- Born: October 6, 1945 East Berlin
- Died: May 24, 2014 (aged 68)
- Occupation: Photographer
- Years active: 1965–2014
- Awards: Prix Pictet (2014)

= Michael Schmidt (photographer) =

German photographer (1945–2014)

Michael Schmidt (6 October 1945 – 24 May 2014) was a German photographer. Schmidt focused on Berlin and explored the burden of German identity within modern history.

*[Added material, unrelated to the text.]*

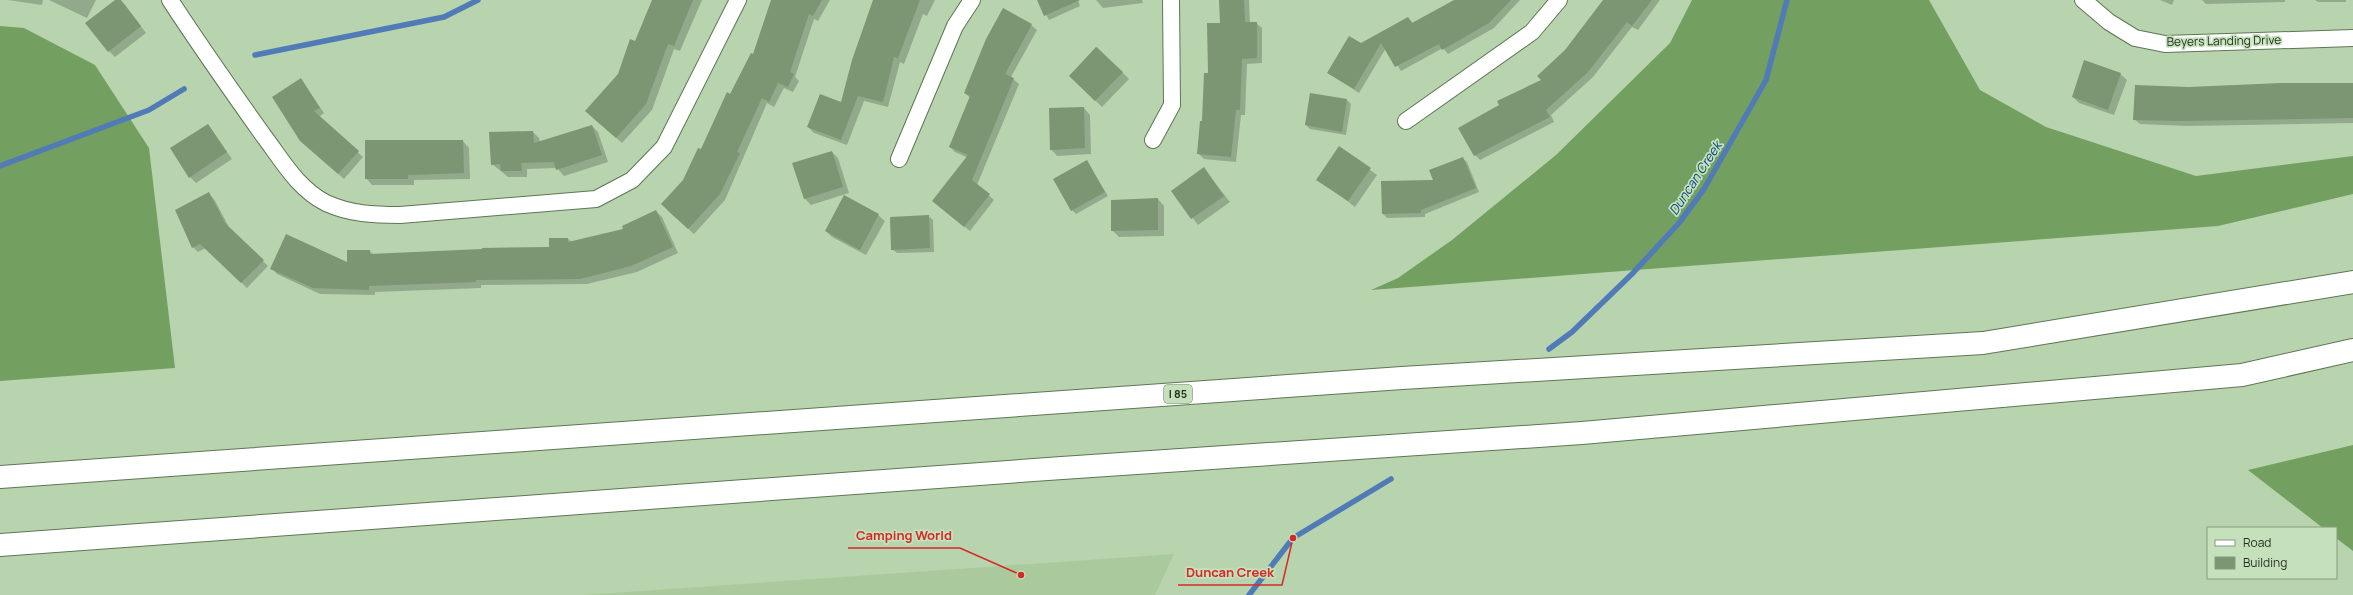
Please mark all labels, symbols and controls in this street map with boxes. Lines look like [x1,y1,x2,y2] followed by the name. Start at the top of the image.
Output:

Schmidt started photographing West Berlin's streets, buildings, and people in 1965, using a semi-documentary style. He continued creating "ambitious projects" in the city, almost entirely in black and white, with an increasingly impressionistic approach, up until his death in 2014. Each project was first exhibited, then published as a book.

Schmidt founded the Werkstatt für Photographie (Workshop for Photography) in Berlin in 1976.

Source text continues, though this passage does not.